有名なミュージカル作品『レント』の作曲家であるジョナサン・ラーソン。この映画は彼の自伝的ミュージカルである「チック、チック…ブーン!」の舞台と並行しながら、夢を追い続けたジョンの人生を描いている。
30歳を目前にしてジョンは焦っていた。ウェイターの仕事をしながらミュージカル作家を目指している彼には、まだ舞台化された作品も世に認められた楽曲もなかった。
友人のマイケルは役者の道を諦め、広告会社に勤めた結果、高層マンションに住むブルジョワな暮らしを手に入れた。
恋人のスーザンは芸術家として活動を拡げるためにニューヨークへ移住しようとしており、ジョンにもついてきて欲しいと願っていた。
ジョンには今構想している前衛的なミュージカルの試聴会が控えており、それが終わるまでは彼女に返事を待って欲しいと告げていた。
彼はまだ夢を諦めることが出来ない。しかし『スーパービア』と名付けたミュージカル作品の要となる最後の楽曲がまだ出来上がらない。
夢に生きるジョンは、現実的な生き方を選んだマイケルと衝突してしまう。
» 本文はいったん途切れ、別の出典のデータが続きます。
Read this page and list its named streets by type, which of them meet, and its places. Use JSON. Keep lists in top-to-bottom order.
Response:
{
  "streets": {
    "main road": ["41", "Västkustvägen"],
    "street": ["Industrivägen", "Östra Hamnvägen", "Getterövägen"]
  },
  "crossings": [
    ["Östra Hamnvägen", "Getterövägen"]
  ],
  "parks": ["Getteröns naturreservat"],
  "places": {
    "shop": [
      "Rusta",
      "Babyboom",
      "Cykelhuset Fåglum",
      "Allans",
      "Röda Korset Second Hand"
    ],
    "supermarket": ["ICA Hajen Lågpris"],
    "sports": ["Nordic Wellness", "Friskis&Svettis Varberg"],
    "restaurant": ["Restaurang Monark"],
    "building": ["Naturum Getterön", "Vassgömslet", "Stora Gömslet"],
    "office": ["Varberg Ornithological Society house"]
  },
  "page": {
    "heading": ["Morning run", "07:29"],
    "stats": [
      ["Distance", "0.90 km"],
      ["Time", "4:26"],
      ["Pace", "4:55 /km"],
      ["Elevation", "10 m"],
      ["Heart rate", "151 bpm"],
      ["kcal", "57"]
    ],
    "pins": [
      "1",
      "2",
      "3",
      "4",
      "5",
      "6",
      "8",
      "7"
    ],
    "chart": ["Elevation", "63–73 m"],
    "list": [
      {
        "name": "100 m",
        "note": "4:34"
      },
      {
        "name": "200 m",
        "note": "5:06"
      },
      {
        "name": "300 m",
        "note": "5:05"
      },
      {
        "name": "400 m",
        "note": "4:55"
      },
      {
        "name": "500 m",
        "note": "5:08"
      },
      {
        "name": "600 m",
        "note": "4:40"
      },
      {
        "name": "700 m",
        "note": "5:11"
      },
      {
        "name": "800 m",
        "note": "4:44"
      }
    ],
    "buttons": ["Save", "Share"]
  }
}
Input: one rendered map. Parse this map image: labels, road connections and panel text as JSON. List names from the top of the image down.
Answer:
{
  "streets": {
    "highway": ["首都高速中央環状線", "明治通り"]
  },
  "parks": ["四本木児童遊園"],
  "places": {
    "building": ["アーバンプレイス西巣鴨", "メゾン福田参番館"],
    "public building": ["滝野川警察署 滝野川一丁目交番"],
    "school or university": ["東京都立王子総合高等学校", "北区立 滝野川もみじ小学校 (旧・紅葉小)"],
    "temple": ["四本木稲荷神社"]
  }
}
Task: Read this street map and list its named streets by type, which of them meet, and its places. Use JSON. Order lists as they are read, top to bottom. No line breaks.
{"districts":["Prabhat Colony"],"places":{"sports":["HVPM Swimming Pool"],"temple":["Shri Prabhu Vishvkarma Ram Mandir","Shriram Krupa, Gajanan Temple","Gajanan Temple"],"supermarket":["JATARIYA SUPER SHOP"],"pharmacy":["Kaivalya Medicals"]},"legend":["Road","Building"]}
そして心の支えだったスーザンからもついに別れを告げられてしまう。
最後の楽曲は完成したものの、一番聴いてもらいたかったスーザンは席にいない。
しかしジョンの脳裏にはその楽曲を歌うスーザンの姿がはっきりと映っていた。
試聴会でこの楽曲を歌うカレッサとスーザンの姿が重なる演出は見事だった。
批評家からも絶賛を浴びた『スーパービア』だったが、ブロードウェイどころかオフブロードウェイからも上演の声はかからなかった。
ジョンのエージェントは作家は書き続けるしかないのだと彼を諭す。
そして次はもっと身近なものをテーマにすべきだとアドバイスをする。
夢を諦めかけたジョンを励ますマイケルだが、彼はエイズに感染してしまったことを告白する。
1990年のアメリカではエイズが流行しており、ジョンの周りでも親しい友人がまだ若くして命を落としていた。
そう遠くない未来にマイケルもこの世を去る時が来る。
この経験が『レント』に与えた影響は大きいと思った。
夢は人生を食い尽くすという台詞が劇中にあったが、まさにジョンの人生は夢を追い続け、夢に食い尽くされた人生だったと思う。
彼は『レント』の初日を観ることなく、急病でこの世を去った。
『チック、チック…ブーン!』のミュージカルシーンがあるおかげで、大分シリアスなシーンが和らいでいたと思う。
音楽ひとつで世界はガラリと変わる。
正直あまりピンと来ない楽曲もあったが、全体的にはとても面白い世界観だと思った。
中盤からギアがかかってからは、グイグイと画面に引き込まれた。
ジョン役のアンドリュー・ガーフィールドは適役だと思った。